Publié le 07 mars 2018

GOUVERNANCE D'ENTREPRISE

La justice annule la création du centre commercial géant Europacity, les promoteurs y croient encore

Europacity, le projet de centre commercial à 3,1 milliards d'euros porté par Immochan, pourrait bien ne pas voir le jour. Saisie par des associations de défense de l'environnement, la justice a estimé qu'il y avait des lacunes dans l'étude d'impact. Les promoteurs assurent que la construction du mégacomplexe de 280 hectares est simplement reportée.

Le complexe Europacity doit s'étendre sur 280 hectares dans le nord de Paris.
Europacity

Un nouvel accroc pour Europacity, "pas un coup d'arrêt" veulent croire ses promoteurs : la justice administrative a annulé, mardi 6 mars, la création de la zone d'aménagement dite du "triangle de Gonesse" devant accueillir ce mégacomplexe de commerces et de loisirs au nord de Paris.

Le tribunal administratif de Cergy-Pontoise avait été saisi par plusieurs associations de défense de l'environnement qui refusent la bétonisation de 280 hectares de terres agricoles dans le Val-d'Oise, entre les aéroports franciliens de Roissy et du Bourget.

C'est là qu'Immochan, filiale immobilière du groupe Auchan, et le conglomérat chinois Wanda prévoient d'implanter Europacity sur 80 hectares : un parc de commerces et de loisirs capable de drainer 31 millions de visiteurs (gratuits et payants) par an selon leurs promoteurs. S'il se maintenait, ce projet estimé à 3,1 milliards d'euros constituerait le plus grand investissement privé en France depuis la construction de Disneyland Paris en 1992.

Pour la première fois depuis le début de la contestation, la justice administrative a donné raison aux opposants : elle a annulé l'arrêté préfectoral du 21 septembre 2016 créant la zone d'aménagement concerté (ZAC) du triangle de Gonesse, portée par l'aménageur Grand Paris Aménagement.
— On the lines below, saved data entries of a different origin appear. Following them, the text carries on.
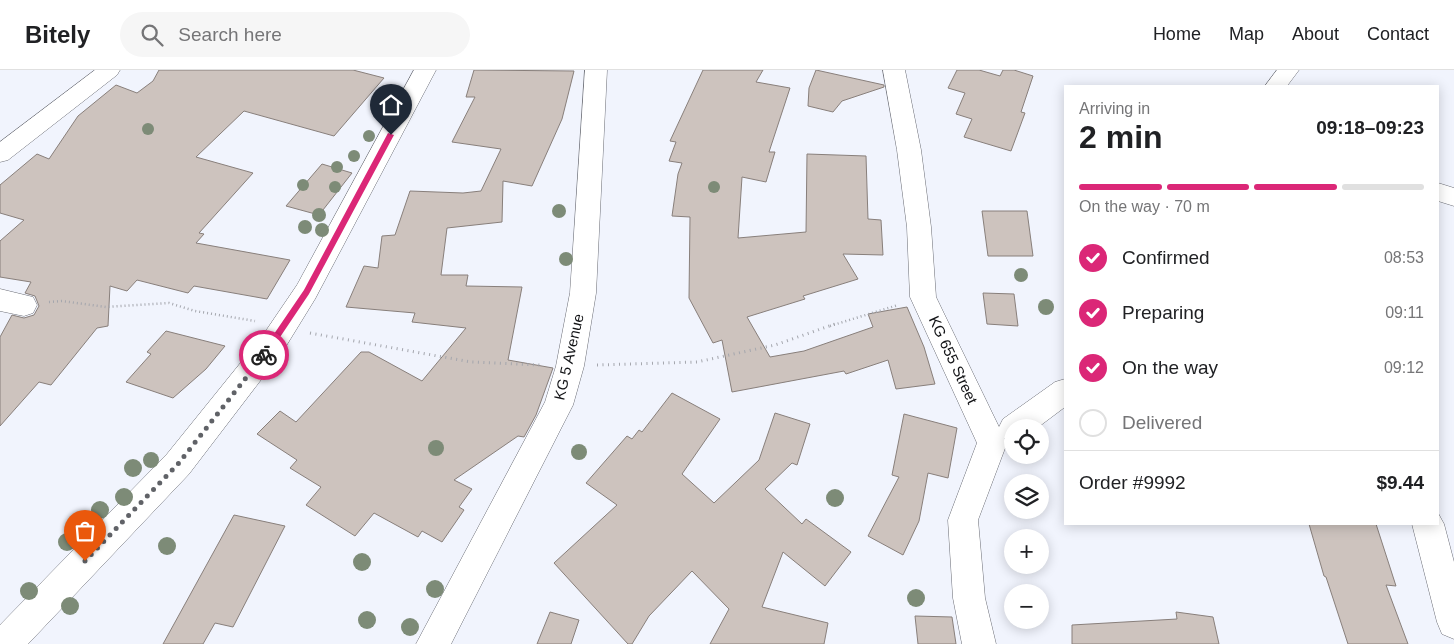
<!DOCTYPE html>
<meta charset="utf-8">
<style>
body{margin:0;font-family:Arial,sans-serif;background:#f6f6f6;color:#202124;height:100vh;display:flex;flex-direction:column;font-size:19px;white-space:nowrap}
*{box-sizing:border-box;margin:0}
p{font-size:16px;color:#757577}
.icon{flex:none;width:28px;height:28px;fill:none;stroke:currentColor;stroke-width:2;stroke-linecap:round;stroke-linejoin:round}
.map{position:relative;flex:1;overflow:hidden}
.sheet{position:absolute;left:1064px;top:15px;width:375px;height:440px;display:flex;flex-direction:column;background:#fff;border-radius:0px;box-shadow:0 2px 12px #0003}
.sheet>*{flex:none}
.tools{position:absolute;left:1004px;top:349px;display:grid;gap:10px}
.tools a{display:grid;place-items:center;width:45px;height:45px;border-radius:50%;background:#fff;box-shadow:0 2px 12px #0003;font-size:25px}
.pin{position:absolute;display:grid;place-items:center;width:42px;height:42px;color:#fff;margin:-51px -21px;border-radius:50% 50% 50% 0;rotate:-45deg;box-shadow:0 0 5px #0007}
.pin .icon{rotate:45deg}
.courier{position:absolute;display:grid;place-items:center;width:50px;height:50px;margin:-25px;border:4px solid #db2777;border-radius:50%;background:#fff;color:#222;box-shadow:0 1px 6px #0007}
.summary em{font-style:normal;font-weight:800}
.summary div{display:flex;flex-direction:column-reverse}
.summary{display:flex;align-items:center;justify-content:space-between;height:85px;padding:0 15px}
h1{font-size:32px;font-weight:800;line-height:38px}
.bar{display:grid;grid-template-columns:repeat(4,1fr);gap:8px 5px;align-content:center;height:60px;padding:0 15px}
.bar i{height:6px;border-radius:4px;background:#e0e0e0}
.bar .on{background:#db2777}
.bar p{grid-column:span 4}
.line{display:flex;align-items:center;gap:12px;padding:0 15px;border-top:1px solid #e0e0e0}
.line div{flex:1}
ol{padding:0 15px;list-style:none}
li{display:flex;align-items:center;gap:15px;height:55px}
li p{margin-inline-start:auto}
li .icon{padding:5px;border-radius:50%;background:#db2777;color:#fff;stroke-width:4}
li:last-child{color:#757577}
li i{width:28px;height:28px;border:2px solid #e0e0e0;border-radius:50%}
header{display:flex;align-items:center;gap:30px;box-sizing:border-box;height:70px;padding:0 25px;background:#fff;border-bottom:1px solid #e0e0e0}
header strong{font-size:24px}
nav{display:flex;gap:28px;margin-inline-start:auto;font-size:18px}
.search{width:350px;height:45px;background:#f6f6f6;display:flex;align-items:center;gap:12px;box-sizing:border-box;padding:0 18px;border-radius:28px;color:#757577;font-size:19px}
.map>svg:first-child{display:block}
.building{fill:#cdc3be;stroke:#887f7b}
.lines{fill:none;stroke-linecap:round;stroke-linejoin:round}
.minor-casing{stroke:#6b6d75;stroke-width:1}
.path-far1{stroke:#a4a6ad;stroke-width:2.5;stroke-dasharray:1 3;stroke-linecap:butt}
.path{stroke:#a4a6ad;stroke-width:3;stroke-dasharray:1 4.5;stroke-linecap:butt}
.minor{fill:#fff;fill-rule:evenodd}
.tree{fill:#7d8b77}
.route{fill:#db2777}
.done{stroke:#606267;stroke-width:5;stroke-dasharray:0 9}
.labels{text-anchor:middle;stroke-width:4;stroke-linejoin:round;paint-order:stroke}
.street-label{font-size:15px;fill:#121316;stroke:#fff}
</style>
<header>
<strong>Bitely</strong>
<div class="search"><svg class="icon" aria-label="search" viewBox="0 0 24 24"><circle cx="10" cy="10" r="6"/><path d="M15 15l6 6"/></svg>Search here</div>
<nav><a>Home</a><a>Map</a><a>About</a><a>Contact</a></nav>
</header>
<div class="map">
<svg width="1454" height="574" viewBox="0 0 1454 574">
<rect width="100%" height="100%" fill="#f1f4fd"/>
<g class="building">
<polygon points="159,0 353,0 384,8 334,66 244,41 196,87 253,103 199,163 204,164 196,173 290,190 267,229 194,216 188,223 137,210 127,221 110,216 108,256 97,258 51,315 39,312 0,356 0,267 12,245 24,248 34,245 39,236 35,226 25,223 31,212 0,207 0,171 24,150 0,143 0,115 37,84 49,89 78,46 116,15 137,23 153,11"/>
<polygon points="474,0 574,1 562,49 532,116 503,111 502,152 447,158 441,205 468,205 466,216 522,217 508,290 553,298 536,345 524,367 518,366 454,410 472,419 459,437 464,440 442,472 422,461 418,467 374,443 355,466 306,435 321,417 290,398 297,390 257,364 280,341 296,352 361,282 369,282 422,311 466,258 412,252 415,243 346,237 364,196 378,198 382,166 395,165 410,121 463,123 481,121 501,79 452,72 475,27 466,27"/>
<polygon points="703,0 763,0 756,12 790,18 769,82 775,82 766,112 742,107 738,168 806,162 807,84 866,86 868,149 881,150 883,185 843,184 858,209 803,226 805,229 747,247 770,287 804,281 873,257 868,244 907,237 924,277 935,314 896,319 888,290 846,304 844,301 732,322 722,270 713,273 689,228 690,147 672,146 678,104 682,93 669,91 676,72 670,71"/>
<polygon points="816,0 884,15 884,17 842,31 833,42 808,36 809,18"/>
<polygon points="957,0 979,0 1000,6 1003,0 1014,0 1033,6 1021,42 1025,43 1011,81 964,67 972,49 956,44 965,23 948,18"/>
<polygon points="322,94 352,103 319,145 286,136"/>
<polygon points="982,141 1027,141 1033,186 988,186"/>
<polygon points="983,223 1014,224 1018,256 987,254"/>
<polygon points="166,261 225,276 206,299 173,328 126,312 151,284 147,282"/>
<polygon points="672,323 720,349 682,404 714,433 759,390 775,343 810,354 797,395 792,393 765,419 802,454 806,449 851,482 825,516 783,482 762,537 828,553 824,574 710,574 729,539 692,501 649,546 632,574 628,574 554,493 617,435 586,413 627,366 632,369 639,360 642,362"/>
<polygon points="904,344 957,358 948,408 928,403 919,451 903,485 868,466 899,407 892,405"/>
<polygon points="234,445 285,456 233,557 215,553 203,574 163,574"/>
<polygon points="1309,454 1376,454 1396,516 1386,515 1408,574 1348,574 1326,507 1324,506"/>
<polygon points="550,542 579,550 571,574 537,574"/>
<polygon points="1176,542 1213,547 1219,574 1072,574 1072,555 1177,549"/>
<polygon points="915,546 952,547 956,574 918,574"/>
</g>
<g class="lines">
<defs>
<g id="minor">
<polygon points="95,0 120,0 117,5 8,90 0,92 0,72"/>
<polygon points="414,0 436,0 315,229 283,281 189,404 28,574 0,574 0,555 167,384 263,265 297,215"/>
<polygon points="585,0 607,0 596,223 584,296 573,335 451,574 416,574 545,332 556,296 570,223"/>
<polygon points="883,0 905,0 921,80 931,157 936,227 999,357 1003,349 1055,312 1065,309 1065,337 1037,358 1012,358 1012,371 1004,368 1007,373 978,450 985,528 996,574 962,574 953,528 948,450 977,373 910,227 907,157 897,80"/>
<polygon points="1277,0 1299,0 1287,16 1265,16"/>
<polygon points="1438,113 1454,118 1454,136 1438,131"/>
<polygon points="0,219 33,227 37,235 33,243 24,246 0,241"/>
<polygon points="1438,443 1444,454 1454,492 1454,569 1442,564 1437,552 1412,454 1438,454"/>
</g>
</defs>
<use href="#minor" class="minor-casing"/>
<g class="path-far1">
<polyline points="49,232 62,231 106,237 169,233 195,241 255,251"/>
<polyline points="830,256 898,235"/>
</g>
<g class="path">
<polyline points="310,263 471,292 541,295"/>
<polyline points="597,295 697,292 775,275 835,254"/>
</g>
<use href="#minor" class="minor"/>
</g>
<g class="tree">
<circle cx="148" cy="59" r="6"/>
<circle cx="369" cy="66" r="6"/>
<circle cx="354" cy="86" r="6"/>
<circle cx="337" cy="97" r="6"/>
<circle cx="303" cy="115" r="6"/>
<circle cx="335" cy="117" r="6"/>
<circle cx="714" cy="117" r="6"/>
<circle cx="559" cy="141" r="7"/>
<circle cx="319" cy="145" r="7"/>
<circle cx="305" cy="157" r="7"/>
<circle cx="322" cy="160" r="7"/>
<circle cx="566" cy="189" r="7"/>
<circle cx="1021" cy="205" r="7"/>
<circle cx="1046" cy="237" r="8"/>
<circle cx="436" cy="378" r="8"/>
<circle cx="579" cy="382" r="8"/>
<circle cx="151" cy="390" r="8"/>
<circle cx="133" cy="398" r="9"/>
<circle cx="124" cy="427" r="9"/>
<circle cx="835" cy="428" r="9"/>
<circle cx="100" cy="440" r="9"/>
<circle cx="89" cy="451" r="9"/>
<circle cx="67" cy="472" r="9"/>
<circle cx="167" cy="476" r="9"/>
<circle cx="362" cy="492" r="9"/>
<circle cx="435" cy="519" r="9"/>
<circle cx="29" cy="521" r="9"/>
<circle cx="916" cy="528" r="9"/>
<circle cx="70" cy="536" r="9"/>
<circle cx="367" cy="550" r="9"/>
<circle cx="410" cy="557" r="9"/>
</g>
<polygon class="route" points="388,63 394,65 309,224 266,288 261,288 261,283 304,220"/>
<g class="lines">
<polyline class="done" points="85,491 178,394 264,285"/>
</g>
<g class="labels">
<g class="street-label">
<text transform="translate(569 287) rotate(-77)" y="5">KG 5 Avenue</text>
<text transform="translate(953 290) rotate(65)" y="5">KG 655 Street</text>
</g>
</g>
</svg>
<div class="tools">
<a><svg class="icon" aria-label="locate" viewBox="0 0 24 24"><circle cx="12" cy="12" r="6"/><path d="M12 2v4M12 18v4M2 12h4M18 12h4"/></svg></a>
<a><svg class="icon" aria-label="layers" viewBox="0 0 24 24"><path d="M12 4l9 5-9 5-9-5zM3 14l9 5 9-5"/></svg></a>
<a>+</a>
<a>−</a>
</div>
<div class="pin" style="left:85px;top:491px;background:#ea580c"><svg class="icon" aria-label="bag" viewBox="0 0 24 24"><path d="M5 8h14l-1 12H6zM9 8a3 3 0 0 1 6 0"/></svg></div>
<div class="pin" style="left:391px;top:65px;background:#1f2937"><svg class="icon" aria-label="home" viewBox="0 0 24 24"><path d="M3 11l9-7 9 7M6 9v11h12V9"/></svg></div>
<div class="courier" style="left:264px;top:285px"><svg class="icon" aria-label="bike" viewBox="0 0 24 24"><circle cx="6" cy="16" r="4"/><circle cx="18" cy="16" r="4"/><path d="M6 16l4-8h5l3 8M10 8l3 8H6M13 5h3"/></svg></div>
<section class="sheet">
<div class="summary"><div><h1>2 min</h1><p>Arriving in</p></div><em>09:18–09:23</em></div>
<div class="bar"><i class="on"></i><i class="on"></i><i class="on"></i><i></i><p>On the way · 70 m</p></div>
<ol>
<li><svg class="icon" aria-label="check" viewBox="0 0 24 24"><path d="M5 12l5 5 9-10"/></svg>Confirmed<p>08:53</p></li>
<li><svg class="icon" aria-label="check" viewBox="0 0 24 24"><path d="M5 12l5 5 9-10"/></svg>Preparing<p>09:11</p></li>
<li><svg class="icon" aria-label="check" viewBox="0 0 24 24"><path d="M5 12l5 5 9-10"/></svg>On the way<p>09:12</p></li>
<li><i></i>Delivered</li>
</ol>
<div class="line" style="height:65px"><div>Order #9992</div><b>$9.44</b></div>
</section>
</div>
Des lacunes dans l'étude d'impact

Le tribunal a estimé que l'étude d'impact présentée au printemps 2016 lors de l'enquête publique sur la création de cette ZAC comportait des lacunes, "ainsi que l'avait d'ailleurs relevé l'autorité environnementale dans son avis du 2 mars 2016", écrit-il dans un communiqué.

Dans son jugement, le tribunal souligne notamment que les analyses étaient "très insuffisantes" concernant "la question des émissions de CO2 induites par les déplacements de touristes par déplacements terrestres ou aériens, eu égard à la proximité de l'aéroport et dans la perspective de la création d'Europacity".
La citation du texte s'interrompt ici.